Read my article here
Check out the Github here

CalorMe Demo

🔍What it does

CalorMe is a mobile app that allows users to take their nutritional choices into their own hands. Users simply take or upload a picture of their next meal to the CalorMe platform and, with the help of computer vision and deep learning, users can see important nutritional information, such as calorie count and macronutrient breakdown.


🔨How we built it

For the AI portion: We used Keras with TensorFlow and coded everything in Jupyter notebooks. I used the data from the Food-101 dataset food dataset.

We started off with our own convolutional neural network but quickly realized we would achieve better results with shorter training times by using transfer learning. We tried three different bases of different pre-trained models: InceptionV3, VGG16, and MobileNetV2 Keras Pre-trained models. InceptionV3 worked the best so we used this base and continued to optimize it to achieve a validation accuracy of 86% and a training accuracy of 97%.

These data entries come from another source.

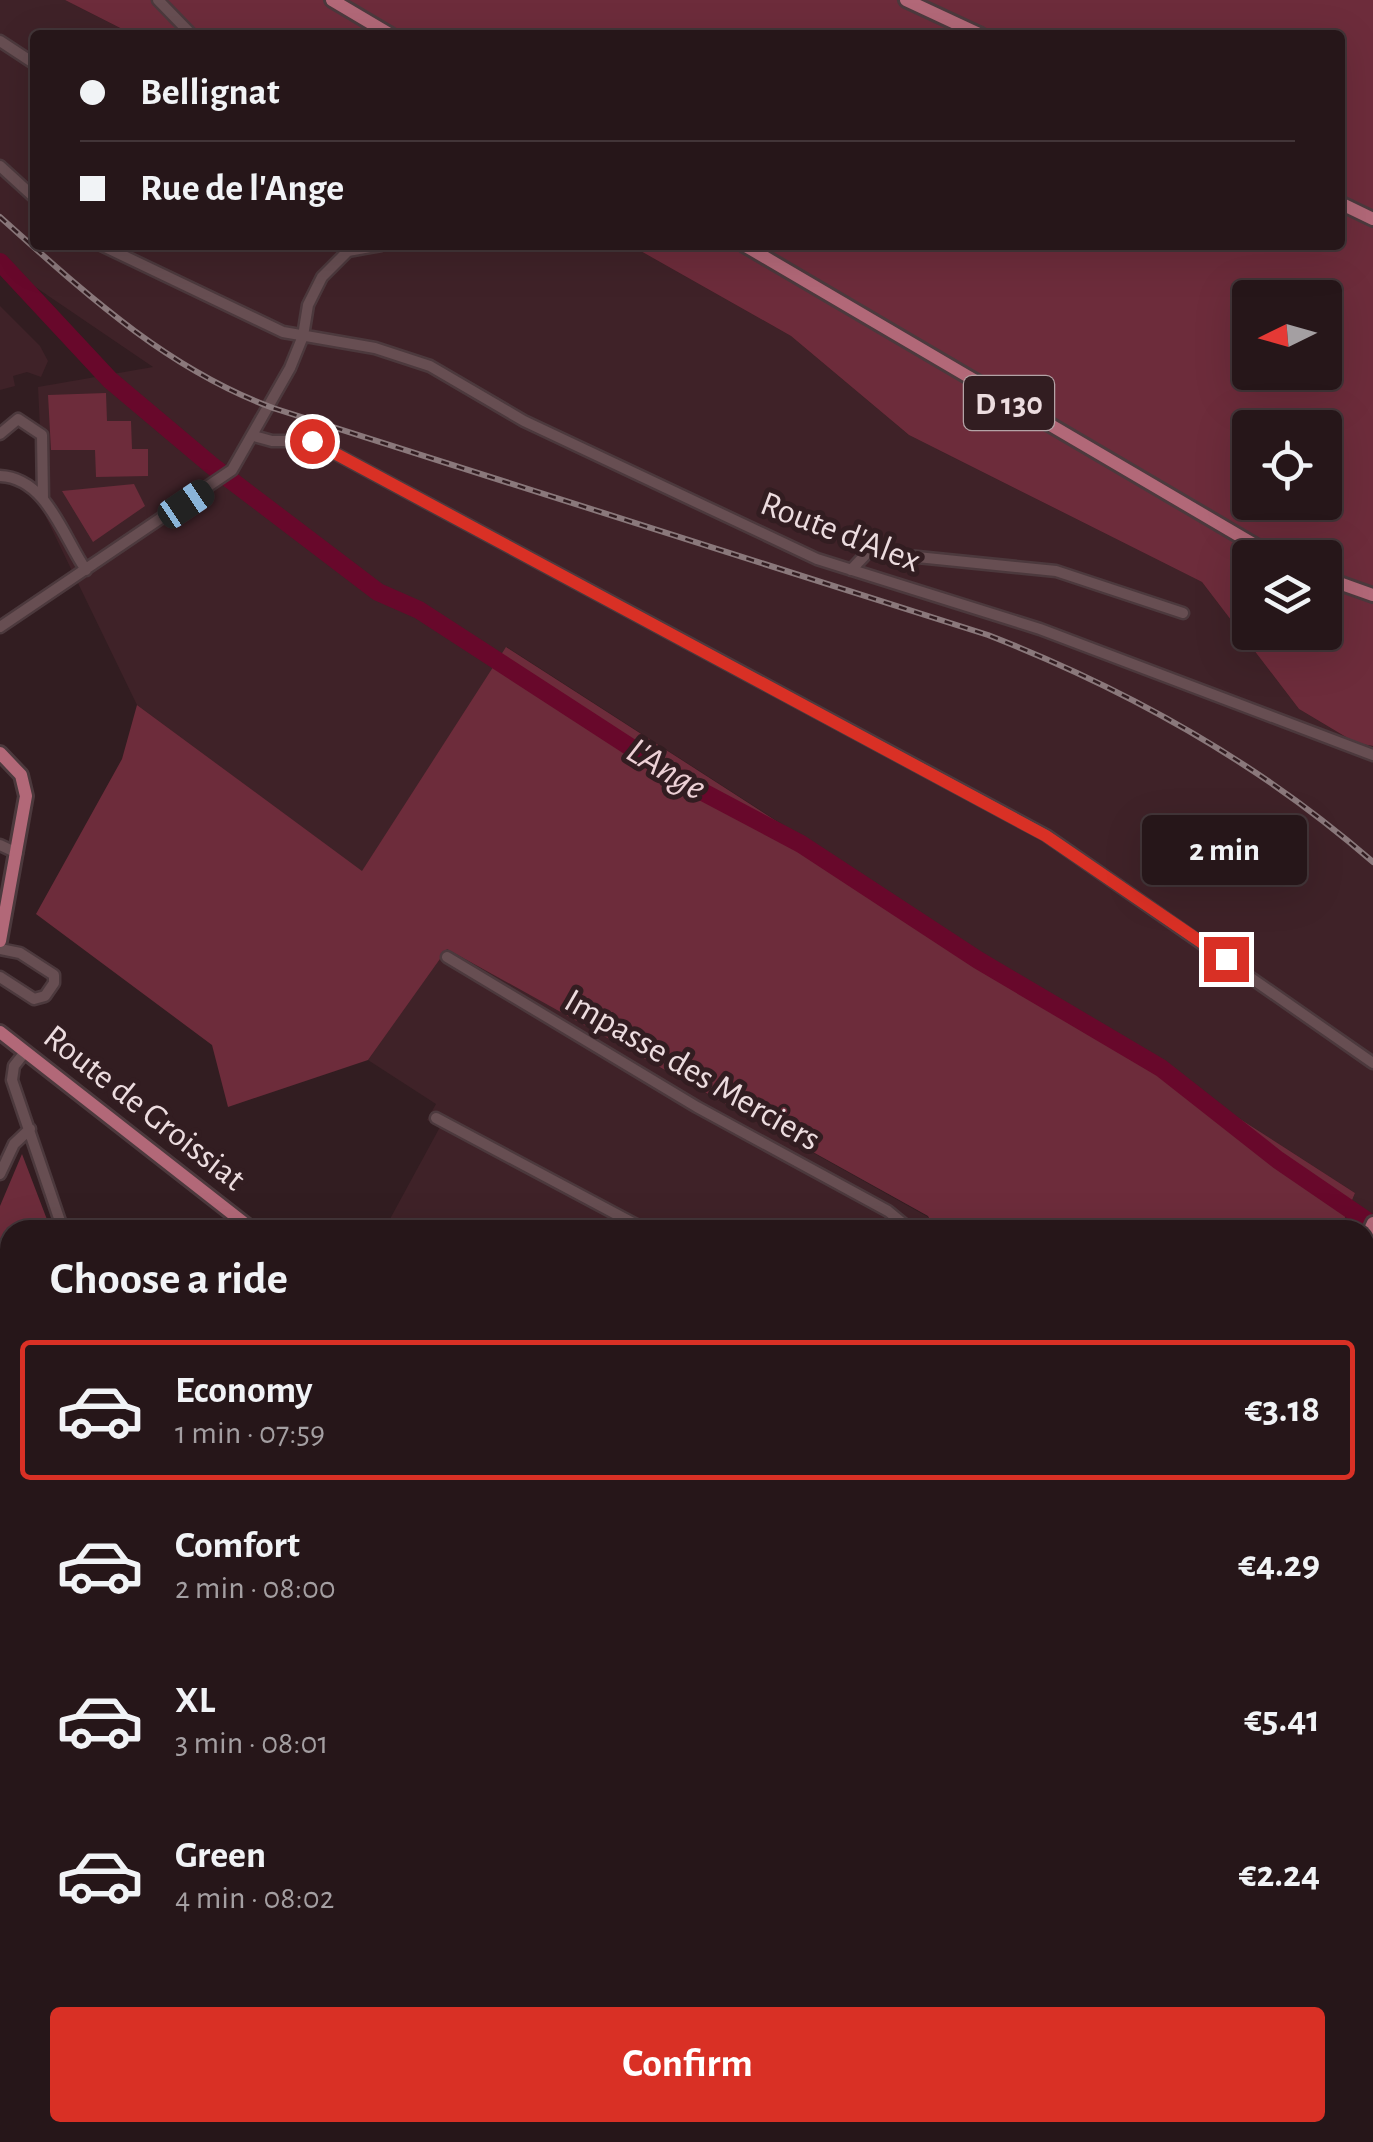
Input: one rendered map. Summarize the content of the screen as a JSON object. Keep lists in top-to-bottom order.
{
  "streets": {
    "main road": ["D 130", "Route de Groissiat"],
    "street": ["Route d'Alex", "Impasse des Merciers"]
  },
  "water": ["L'Ange"],
  "north": "left",
  "page": {
    "banner": ["Bellignat", "Rue de l'Ange"],
    "bubble": "2 min",
    "heading": "Choose a ride",
    "list": [
      {
        "name": "Economy",
        "note": "1 min · 07:59",
        "value": "€3.18"
      },
      {
        "name": "Comfort",
        "note": "2 min · 08:00",
        "value": "€4.29"
      },
      {
        "name": "XL",
        "note": "3 min · 08:01",
        "value": "€5.41"
      },
      {
        "name": "Green",
        "note": "4 min · 08:02",
        "value": "€2.24"
      }
    ],
    "buttons": "Confirm"
  }
}
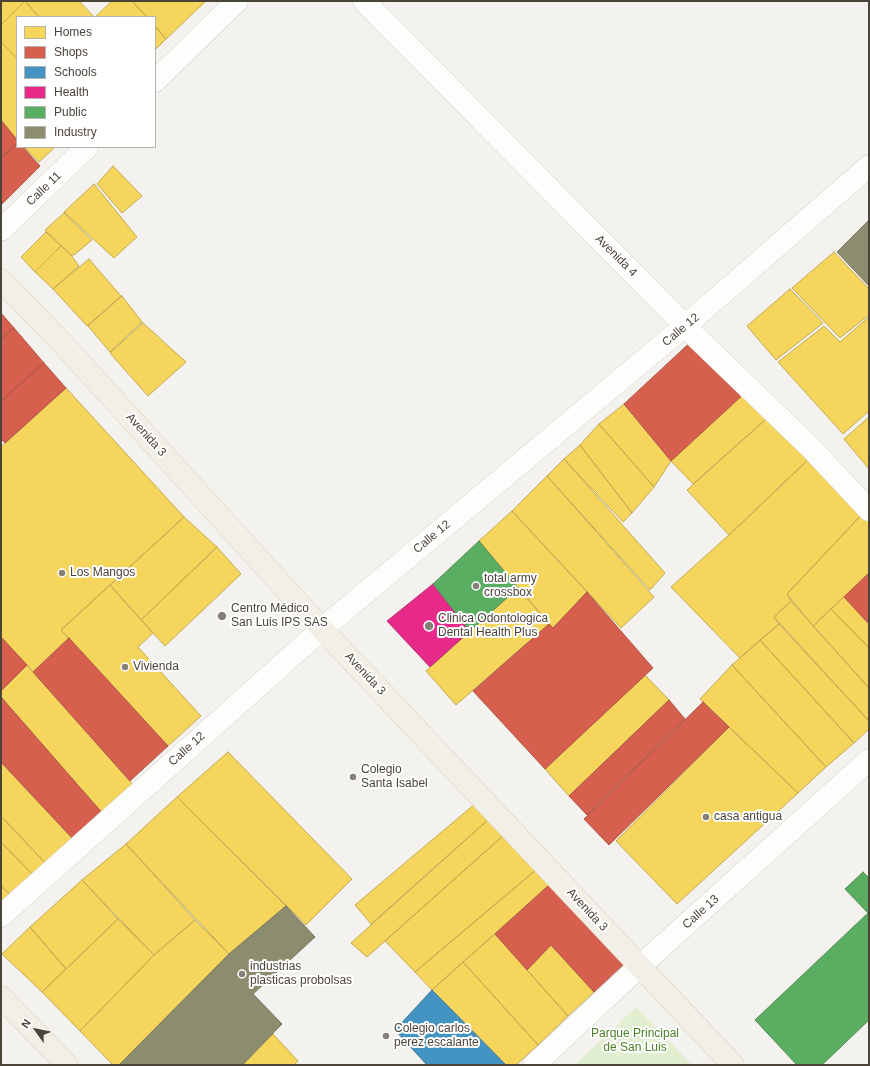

For the Mobile App portion: We created the mobile app using Google’s Flutter framework. Flutter enables you to create native-looking and performing apps for Android, iOS, Windows, and even the web all from one codebase.

Creating the front-end with Flutter was relatively easy, with an MVP being able to be produced in just a few hours. Flutter had packages for image selection and specific UI elements, allowing us to develop without recreating the wheel. The classification of the uploaded picture is done through TensorFlow Lite (TFLite), a package that allowed us to integrate our trained neural network with the app. Finally, once the image is classified, an API request is made via HTTPS to Edamam, providing the nutritional information in a JSON string. This is finally deserialized to a map object and the relevant information is retrieved and presented to the user.